YOUR TASK:
What is needed is an exact copy of the lines in the listing below, from the one with "M91,1861l53,145" up to and including the one with "M12,883l143,-32", with no other lines.

INPUT FOR THIS TASK:

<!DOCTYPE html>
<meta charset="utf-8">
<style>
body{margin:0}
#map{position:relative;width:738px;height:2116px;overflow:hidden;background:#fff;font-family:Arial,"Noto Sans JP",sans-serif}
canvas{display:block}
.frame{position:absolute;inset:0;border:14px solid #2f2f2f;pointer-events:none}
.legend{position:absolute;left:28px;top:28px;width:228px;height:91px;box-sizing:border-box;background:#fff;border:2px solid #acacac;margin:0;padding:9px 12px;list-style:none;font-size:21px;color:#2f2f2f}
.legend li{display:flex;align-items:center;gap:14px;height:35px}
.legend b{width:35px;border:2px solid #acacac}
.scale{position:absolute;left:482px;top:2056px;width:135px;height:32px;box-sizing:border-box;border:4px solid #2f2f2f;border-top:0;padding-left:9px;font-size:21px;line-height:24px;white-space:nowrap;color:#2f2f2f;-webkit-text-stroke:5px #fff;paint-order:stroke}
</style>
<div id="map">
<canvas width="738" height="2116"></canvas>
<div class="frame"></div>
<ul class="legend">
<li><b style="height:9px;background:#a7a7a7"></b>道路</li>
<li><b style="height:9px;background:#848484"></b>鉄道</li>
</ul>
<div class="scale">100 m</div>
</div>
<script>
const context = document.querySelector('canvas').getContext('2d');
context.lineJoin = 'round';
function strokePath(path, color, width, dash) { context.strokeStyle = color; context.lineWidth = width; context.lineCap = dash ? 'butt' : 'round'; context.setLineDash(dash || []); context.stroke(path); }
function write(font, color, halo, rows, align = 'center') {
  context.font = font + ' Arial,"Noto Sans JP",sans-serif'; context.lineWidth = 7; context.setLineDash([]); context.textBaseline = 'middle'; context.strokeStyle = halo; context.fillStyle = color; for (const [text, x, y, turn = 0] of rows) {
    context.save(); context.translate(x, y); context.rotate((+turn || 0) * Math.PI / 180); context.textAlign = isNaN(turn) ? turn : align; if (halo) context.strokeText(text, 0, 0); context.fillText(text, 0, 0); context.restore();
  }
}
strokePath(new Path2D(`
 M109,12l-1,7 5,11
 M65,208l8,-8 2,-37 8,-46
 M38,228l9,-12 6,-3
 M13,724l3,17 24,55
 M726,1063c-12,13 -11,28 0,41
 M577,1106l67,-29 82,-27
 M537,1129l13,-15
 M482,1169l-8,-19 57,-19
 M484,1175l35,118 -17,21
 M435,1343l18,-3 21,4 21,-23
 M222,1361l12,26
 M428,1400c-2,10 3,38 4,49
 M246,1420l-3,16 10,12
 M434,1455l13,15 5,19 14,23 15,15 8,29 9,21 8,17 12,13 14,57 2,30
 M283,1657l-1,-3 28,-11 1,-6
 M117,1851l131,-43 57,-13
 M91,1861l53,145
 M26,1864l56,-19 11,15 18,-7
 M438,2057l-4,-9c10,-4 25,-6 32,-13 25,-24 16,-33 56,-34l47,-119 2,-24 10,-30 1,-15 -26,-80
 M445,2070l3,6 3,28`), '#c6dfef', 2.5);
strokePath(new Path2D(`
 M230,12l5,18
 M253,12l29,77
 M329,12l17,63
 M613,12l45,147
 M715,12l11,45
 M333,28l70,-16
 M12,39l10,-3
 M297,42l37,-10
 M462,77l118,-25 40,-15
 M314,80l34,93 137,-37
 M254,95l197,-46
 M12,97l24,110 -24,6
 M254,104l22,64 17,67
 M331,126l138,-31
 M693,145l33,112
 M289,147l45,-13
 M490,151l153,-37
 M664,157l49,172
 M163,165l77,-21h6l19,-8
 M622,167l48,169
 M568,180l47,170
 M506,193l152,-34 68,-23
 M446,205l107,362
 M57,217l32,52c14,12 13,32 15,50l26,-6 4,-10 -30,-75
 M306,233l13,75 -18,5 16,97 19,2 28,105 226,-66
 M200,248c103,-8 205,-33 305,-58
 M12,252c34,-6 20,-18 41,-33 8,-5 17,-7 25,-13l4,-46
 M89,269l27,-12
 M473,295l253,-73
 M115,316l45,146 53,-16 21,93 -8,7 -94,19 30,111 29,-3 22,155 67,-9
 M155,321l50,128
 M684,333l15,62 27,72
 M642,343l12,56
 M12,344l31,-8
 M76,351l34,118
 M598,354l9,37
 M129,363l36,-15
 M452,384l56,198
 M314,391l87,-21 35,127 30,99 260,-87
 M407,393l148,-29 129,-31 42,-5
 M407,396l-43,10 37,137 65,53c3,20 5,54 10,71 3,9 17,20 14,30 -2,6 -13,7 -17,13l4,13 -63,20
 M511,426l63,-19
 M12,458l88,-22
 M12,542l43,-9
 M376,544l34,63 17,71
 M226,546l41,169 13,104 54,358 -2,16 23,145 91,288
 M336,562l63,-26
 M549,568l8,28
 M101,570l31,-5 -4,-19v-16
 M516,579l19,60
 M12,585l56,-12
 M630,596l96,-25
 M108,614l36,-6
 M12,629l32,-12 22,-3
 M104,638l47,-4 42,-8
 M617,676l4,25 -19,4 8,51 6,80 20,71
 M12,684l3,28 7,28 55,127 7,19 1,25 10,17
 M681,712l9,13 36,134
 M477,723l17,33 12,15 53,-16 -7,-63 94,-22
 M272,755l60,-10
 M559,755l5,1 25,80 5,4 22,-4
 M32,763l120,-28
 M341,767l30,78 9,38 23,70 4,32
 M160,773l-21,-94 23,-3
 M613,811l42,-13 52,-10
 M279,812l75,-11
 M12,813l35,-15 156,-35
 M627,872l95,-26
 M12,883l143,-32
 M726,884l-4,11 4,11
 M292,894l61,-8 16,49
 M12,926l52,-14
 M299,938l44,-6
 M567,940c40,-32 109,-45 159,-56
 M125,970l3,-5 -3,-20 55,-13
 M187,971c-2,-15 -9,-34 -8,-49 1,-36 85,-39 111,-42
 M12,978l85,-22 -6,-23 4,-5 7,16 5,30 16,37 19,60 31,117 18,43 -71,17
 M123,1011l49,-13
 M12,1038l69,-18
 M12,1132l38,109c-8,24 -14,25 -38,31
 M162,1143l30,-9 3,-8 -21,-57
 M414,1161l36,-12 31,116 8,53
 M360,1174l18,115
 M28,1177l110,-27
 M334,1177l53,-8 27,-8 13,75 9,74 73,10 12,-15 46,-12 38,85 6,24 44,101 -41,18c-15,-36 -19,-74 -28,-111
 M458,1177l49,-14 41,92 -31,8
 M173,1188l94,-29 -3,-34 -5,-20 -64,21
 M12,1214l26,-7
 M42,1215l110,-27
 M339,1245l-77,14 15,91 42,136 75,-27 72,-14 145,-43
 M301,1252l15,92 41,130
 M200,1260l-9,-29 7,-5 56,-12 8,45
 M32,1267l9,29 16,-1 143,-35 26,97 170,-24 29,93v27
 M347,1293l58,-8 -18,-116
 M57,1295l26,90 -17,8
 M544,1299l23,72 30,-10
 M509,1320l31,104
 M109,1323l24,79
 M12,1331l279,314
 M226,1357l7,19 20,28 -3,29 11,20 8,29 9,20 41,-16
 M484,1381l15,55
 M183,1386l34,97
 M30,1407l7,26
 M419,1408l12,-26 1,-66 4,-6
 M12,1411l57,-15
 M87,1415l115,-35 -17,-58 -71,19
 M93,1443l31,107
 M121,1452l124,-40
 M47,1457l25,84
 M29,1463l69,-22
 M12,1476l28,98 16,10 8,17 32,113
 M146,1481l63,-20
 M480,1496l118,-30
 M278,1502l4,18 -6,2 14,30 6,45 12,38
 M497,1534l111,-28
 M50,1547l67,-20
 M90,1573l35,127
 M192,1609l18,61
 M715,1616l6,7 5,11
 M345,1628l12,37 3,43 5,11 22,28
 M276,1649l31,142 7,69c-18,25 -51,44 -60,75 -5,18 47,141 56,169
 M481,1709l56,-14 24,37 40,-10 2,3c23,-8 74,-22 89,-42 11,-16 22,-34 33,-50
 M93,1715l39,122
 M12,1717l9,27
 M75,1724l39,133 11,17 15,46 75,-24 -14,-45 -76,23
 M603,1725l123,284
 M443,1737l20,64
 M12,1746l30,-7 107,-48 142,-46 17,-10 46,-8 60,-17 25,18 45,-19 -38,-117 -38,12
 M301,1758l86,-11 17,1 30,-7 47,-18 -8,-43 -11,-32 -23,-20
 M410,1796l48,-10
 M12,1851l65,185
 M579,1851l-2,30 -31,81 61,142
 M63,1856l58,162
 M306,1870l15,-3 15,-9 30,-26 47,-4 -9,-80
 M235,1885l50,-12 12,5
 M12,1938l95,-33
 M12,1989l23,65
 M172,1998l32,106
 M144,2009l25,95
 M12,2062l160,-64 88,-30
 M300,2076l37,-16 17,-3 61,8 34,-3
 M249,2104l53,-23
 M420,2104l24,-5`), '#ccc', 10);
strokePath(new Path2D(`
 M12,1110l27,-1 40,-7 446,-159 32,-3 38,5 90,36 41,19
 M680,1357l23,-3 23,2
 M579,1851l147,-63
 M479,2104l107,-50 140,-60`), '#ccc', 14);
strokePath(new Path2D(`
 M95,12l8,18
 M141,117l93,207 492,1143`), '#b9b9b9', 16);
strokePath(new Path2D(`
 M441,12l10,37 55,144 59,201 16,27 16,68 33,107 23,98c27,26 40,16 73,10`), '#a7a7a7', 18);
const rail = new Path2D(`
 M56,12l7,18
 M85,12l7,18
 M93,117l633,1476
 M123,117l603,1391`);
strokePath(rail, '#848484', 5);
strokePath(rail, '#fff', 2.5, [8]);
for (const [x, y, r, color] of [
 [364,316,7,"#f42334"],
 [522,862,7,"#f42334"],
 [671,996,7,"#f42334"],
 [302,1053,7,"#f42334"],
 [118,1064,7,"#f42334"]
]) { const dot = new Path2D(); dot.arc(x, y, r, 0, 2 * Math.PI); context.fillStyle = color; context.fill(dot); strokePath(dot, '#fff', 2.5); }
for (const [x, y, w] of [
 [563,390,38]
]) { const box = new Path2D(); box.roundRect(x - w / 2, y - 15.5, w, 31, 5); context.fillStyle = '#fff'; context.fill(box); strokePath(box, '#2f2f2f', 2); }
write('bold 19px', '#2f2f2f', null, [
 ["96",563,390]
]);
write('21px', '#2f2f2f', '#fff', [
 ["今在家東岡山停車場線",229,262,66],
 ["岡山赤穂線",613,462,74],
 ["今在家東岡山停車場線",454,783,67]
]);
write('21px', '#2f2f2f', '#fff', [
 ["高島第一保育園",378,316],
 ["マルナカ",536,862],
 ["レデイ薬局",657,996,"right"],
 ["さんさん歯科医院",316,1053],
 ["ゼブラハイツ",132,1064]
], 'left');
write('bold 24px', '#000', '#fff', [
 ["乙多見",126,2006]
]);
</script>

SOLVED PROBLEM:
 M91,1861l53,145
 M26,1864l56,-19 11,15 18,-7
 M438,2057l-4,-9c10,-4 25,-6 32,-13 25,-24 16,-33 56,-34l47,-119 2,-24 10,-30 1,-15 -26,-80
 M445,2070l3,6 3,28`), '#c6dfef', 2.5);
strokePath(new Path2D(`
 M230,12l5,18
 M253,12l29,77
 M329,12l17,63
 M613,12l45,147
 M715,12l11,45
 M333,28l70,-16
 M12,39l10,-3
 M297,42l37,-10
 M462,77l118,-25 40,-15
 M314,80l34,93 137,-37
 M254,95l197,-46
 M12,97l24,110 -24,6
 M254,104l22,64 17,67
 M331,126l138,-31
 M693,145l33,112
 M289,147l45,-13
 M490,151l153,-37
 M664,157l49,172
 M163,165l77,-21h6l19,-8
 M622,167l48,169
 M568,180l47,170
 M506,193l152,-34 68,-23
 M446,205l107,362
 M57,217l32,52c14,12 13,32 15,50l26,-6 4,-10 -30,-75
 M306,233l13,75 -18,5 16,97 19,2 28,105 226,-66
 M200,248c103,-8 205,-33 305,-58
 M12,252c34,-6 20,-18 41,-33 8,-5 17,-7 25,-13l4,-46
 M89,269l27,-12
 M473,295l253,-73
 M115,316l45,146 53,-16 21,93 -8,7 -94,19 30,111 29,-3 22,155 67,-9
 M155,321l50,128
 M684,333l15,62 27,72
 M642,343l12,56
 M12,344l31,-8
 M76,351l34,118
 M598,354l9,37
 M129,363l36,-15
 M452,384l56,198
 M314,391l87,-21 35,127 30,99 260,-87
 M407,393l148,-29 129,-31 42,-5
 M407,396l-43,10 37,137 65,53c3,20 5,54 10,71 3,9 17,20 14,30 -2,6 -13,7 -17,13l4,13 -63,20
 M511,426l63,-19
 M12,458l88,-22
 M12,542l43,-9
 M376,544l34,63 17,71
 M226,546l41,169 13,104 54,358 -2,16 23,145 91,288
 M336,562l63,-26
 M549,568l8,28
 M101,570l31,-5 -4,-19v-16
 M516,579l19,60
 M12,585l56,-12
 M630,596l96,-25
 M108,614l36,-6
 M12,629l32,-12 22,-3
 M104,638l47,-4 42,-8
 M617,676l4,25 -19,4 8,51 6,80 20,71
 M12,684l3,28 7,28 55,127 7,19 1,25 10,17
 M681,712l9,13 36,134
 M477,723l17,33 12,15 53,-16 -7,-63 94,-22
 M272,755l60,-10
 M559,755l5,1 25,80 5,4 22,-4
 M32,763l120,-28
 M341,767l30,78 9,38 23,70 4,32
 M160,773l-21,-94 23,-3
 M613,811l42,-13 52,-10
 M279,812l75,-11
 M12,813l35,-15 156,-35
 M627,872l95,-26
 M12,883l143,-32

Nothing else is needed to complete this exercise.